Items from a dataset:
▬▬▬▬▬▬
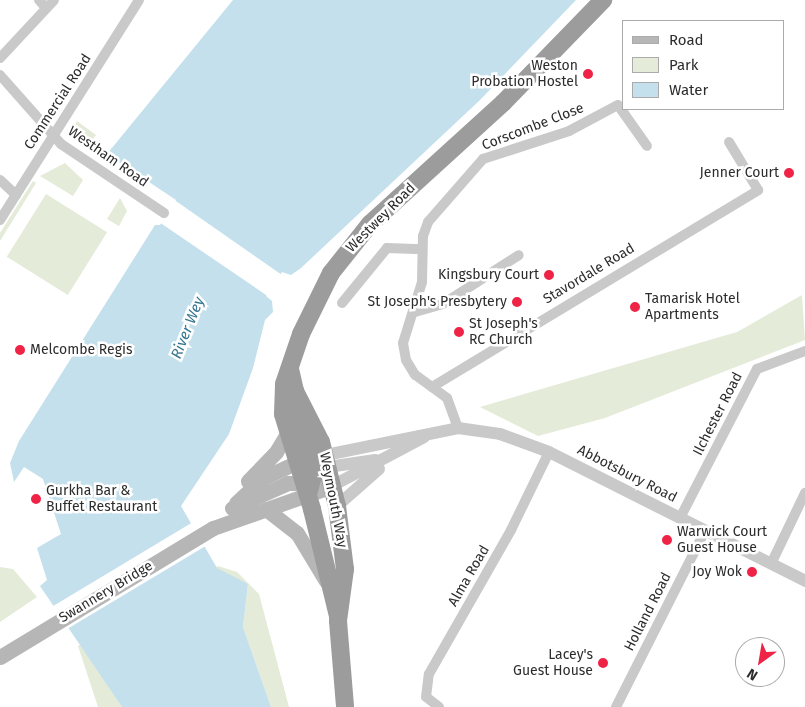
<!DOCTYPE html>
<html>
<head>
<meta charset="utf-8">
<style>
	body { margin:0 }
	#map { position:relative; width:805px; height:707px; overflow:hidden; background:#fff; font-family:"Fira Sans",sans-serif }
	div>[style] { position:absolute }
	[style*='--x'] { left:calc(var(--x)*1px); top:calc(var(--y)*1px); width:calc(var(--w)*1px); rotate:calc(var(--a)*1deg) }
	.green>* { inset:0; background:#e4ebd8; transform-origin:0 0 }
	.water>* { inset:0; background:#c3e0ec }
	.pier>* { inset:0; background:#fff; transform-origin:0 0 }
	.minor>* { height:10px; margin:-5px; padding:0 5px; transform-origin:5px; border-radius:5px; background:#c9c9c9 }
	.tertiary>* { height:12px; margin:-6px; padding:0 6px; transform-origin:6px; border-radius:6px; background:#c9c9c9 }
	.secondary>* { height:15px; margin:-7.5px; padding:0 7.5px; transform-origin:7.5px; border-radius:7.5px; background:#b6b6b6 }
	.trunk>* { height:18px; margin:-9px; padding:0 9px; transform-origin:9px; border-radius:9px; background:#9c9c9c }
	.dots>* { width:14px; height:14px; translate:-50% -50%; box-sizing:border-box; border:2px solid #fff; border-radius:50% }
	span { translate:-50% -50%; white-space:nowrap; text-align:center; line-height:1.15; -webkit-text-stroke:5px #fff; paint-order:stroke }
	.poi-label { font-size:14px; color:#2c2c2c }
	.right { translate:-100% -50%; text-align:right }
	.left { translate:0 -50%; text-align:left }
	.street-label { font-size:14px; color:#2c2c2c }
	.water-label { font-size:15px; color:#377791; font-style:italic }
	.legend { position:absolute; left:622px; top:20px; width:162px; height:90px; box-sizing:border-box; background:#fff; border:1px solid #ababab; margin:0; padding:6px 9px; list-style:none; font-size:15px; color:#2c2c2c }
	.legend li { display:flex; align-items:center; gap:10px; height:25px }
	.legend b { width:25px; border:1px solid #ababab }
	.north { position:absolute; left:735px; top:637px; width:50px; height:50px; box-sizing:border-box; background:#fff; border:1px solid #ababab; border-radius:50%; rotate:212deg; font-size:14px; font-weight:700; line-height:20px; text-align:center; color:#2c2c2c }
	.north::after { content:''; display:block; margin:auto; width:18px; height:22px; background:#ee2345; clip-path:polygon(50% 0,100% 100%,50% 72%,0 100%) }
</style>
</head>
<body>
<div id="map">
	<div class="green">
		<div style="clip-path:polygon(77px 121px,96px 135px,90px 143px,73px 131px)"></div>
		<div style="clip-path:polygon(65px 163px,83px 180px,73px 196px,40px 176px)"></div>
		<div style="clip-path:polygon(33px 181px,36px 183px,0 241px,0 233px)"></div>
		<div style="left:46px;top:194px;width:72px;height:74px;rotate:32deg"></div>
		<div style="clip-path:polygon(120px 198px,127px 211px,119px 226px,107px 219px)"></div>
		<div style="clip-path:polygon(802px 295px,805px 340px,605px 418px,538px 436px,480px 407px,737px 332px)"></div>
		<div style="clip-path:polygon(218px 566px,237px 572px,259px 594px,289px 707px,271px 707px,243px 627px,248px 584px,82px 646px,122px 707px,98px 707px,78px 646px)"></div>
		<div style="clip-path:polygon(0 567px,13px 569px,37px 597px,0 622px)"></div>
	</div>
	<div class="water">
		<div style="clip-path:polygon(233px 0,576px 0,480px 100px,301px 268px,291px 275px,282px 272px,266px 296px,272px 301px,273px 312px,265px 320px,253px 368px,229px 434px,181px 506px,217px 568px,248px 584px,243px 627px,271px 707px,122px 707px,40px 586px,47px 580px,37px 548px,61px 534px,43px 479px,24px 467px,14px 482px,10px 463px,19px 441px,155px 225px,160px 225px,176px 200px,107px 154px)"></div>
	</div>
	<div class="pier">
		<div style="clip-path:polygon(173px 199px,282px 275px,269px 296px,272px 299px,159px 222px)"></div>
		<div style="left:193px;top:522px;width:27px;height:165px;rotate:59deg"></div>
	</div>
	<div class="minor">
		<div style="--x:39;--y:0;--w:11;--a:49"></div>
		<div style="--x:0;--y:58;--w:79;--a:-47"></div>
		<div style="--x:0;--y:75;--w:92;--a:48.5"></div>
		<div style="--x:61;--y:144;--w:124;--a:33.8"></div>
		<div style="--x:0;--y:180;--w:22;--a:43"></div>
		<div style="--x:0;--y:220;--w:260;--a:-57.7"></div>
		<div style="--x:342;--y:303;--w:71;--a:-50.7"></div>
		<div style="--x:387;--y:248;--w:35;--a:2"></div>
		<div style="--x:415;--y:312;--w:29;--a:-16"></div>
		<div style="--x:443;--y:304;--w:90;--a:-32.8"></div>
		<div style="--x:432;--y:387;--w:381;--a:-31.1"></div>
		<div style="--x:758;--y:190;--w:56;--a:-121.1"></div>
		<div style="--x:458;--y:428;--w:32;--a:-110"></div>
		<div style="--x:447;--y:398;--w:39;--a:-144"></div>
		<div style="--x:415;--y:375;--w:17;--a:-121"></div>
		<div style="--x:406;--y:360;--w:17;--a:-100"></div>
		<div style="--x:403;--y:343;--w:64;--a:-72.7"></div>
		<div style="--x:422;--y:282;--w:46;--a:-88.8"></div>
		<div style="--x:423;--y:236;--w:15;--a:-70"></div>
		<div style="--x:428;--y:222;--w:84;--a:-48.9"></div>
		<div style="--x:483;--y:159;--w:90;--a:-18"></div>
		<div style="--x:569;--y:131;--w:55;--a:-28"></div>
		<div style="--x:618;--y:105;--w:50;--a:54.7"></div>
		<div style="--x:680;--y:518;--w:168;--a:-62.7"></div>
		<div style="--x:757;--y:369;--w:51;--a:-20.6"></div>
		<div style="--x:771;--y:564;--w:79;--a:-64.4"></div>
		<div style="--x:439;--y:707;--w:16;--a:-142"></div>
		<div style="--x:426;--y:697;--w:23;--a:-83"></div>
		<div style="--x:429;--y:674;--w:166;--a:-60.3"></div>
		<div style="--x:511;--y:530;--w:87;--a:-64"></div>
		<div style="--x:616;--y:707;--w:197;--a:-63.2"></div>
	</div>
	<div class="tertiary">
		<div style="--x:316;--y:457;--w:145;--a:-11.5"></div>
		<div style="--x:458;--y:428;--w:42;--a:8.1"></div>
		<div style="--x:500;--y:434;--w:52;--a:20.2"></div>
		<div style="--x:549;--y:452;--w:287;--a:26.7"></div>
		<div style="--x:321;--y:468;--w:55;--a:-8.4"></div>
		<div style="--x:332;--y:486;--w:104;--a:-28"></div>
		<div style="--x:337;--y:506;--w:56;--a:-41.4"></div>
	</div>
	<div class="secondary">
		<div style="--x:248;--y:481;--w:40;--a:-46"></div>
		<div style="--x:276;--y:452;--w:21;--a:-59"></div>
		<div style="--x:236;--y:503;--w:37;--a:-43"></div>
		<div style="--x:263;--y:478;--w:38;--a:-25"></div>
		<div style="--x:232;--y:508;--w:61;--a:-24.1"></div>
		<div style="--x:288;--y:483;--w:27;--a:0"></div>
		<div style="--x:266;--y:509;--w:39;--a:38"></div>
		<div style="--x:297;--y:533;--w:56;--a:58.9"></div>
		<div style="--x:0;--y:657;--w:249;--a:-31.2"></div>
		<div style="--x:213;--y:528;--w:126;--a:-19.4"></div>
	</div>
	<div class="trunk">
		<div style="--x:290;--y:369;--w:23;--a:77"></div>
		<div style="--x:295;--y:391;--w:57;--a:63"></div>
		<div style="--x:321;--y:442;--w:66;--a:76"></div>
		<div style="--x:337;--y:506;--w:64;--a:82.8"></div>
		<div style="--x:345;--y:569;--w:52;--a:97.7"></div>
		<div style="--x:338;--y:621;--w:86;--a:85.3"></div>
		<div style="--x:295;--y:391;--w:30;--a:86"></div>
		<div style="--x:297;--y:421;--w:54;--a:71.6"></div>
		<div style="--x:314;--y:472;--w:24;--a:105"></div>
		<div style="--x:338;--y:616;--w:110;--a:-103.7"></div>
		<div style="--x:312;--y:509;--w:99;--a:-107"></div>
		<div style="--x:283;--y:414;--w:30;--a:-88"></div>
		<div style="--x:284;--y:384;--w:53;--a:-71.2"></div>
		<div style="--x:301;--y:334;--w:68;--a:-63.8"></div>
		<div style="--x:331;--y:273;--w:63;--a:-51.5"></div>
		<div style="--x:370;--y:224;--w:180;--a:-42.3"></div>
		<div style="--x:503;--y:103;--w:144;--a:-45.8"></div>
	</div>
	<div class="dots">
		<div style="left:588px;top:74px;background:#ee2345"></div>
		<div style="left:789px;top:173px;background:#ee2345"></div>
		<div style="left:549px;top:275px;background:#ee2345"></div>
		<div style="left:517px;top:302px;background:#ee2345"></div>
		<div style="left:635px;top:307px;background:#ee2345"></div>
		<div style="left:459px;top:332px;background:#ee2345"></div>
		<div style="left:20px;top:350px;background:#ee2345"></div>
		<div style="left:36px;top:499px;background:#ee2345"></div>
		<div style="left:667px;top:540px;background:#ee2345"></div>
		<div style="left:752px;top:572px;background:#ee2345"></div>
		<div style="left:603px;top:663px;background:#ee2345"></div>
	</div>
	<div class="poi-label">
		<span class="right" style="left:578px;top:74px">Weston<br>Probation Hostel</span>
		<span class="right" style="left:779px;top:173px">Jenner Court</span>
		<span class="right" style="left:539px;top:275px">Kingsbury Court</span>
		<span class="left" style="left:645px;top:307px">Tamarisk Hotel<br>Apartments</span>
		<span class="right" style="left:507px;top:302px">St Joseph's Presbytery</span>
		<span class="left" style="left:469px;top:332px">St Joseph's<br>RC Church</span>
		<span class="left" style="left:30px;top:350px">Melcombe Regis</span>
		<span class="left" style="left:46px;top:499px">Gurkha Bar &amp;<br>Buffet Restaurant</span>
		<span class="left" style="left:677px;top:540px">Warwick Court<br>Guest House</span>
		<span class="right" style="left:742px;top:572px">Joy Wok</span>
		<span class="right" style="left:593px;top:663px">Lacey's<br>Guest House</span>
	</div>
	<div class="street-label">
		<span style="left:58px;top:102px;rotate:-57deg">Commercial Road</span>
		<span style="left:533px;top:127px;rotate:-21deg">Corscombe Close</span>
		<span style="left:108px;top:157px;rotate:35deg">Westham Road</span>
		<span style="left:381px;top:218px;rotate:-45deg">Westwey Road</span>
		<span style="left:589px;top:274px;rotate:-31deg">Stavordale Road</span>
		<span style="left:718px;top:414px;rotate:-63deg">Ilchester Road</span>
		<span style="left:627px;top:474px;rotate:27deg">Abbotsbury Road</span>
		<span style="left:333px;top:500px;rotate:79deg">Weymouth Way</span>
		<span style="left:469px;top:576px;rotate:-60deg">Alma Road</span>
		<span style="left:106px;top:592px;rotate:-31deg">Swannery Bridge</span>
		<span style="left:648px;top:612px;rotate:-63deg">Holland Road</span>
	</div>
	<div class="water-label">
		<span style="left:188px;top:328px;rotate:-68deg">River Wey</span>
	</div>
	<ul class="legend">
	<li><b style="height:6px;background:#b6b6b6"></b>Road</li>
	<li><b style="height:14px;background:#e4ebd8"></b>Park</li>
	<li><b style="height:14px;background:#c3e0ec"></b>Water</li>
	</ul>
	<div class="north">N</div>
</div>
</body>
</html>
▬▬▬▬▬▬
### ASSIGNMENT
Pictures are to be left out while the lines from the beginning of the records through the line with "inset:0; background:#e4ebd8; transform-origin:0" are copied word for word.

### ANSWER TO THE PROBLEM
<!DOCTYPE html>
<html>
<head>
<meta charset="utf-8">
<style>
	body { margin:0 }
	#map { position:relative; width:805px; height:707px; overflow:hidden; background:#fff; font-family:"Fira Sans",sans-serif }
	div>[style] { position:absolute }
	[style*='--x'] { left:calc(var(--x)*1px); top:calc(var(--y)*1px); width:calc(var(--w)*1px); rotate:calc(var(--a)*1deg) }
	.green>* { inset:0; background:#e4ebd8; transform-origin:0 0 }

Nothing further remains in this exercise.